→ Task to carry out: A complete answer includes every line below with the word "down".

→ Dataset records:

──────────────────────────────

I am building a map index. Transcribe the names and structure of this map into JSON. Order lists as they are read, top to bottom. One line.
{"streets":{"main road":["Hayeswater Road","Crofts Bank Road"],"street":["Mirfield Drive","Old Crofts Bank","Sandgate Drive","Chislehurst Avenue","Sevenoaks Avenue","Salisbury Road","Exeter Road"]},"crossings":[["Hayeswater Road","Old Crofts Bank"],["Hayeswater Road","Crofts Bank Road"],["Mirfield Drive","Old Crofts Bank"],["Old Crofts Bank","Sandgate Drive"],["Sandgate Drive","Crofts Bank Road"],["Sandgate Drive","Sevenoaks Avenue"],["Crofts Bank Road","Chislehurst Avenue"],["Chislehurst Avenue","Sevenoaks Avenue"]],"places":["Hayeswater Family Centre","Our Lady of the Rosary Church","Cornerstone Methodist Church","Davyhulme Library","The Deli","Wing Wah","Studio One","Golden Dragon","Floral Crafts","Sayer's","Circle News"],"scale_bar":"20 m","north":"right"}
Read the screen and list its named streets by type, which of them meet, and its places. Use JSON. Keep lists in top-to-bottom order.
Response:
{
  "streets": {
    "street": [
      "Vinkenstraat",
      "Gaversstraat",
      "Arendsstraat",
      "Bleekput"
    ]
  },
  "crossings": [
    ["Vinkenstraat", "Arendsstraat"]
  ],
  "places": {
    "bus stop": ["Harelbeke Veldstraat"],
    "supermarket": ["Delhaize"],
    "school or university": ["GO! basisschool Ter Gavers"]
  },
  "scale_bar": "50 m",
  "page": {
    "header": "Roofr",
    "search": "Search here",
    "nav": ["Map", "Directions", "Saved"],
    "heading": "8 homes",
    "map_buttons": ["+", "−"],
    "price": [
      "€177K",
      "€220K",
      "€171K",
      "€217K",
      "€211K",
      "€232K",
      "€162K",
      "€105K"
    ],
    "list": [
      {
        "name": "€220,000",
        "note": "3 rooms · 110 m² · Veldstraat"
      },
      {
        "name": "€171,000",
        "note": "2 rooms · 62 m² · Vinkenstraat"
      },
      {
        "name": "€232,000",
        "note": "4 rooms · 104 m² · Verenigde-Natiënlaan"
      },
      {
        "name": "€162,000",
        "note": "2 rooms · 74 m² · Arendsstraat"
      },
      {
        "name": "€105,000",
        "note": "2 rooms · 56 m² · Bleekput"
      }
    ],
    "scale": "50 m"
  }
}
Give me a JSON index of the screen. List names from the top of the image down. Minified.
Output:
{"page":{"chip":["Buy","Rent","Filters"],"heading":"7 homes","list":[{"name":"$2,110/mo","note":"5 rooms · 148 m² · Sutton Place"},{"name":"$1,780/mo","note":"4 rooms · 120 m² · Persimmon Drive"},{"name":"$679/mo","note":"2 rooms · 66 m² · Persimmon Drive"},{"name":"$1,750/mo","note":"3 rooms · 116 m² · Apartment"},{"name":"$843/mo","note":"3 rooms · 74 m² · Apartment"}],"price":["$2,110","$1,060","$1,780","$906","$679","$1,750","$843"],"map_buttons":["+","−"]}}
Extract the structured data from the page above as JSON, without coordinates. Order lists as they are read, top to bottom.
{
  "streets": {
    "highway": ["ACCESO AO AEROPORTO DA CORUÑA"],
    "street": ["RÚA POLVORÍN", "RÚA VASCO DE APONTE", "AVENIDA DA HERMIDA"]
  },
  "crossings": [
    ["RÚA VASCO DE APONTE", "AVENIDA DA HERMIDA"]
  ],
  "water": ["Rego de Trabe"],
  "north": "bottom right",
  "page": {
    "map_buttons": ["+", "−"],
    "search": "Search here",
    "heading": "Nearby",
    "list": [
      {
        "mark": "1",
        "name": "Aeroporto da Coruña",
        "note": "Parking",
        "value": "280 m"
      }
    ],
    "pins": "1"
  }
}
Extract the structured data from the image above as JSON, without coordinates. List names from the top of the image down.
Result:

──────────────────────────────

→ Response:
Give me a JSON index of the screen. List names from the top of the image down. Minified.
Extract the structured data from the image above as JSON, without coordinates. List names from the top of the image down.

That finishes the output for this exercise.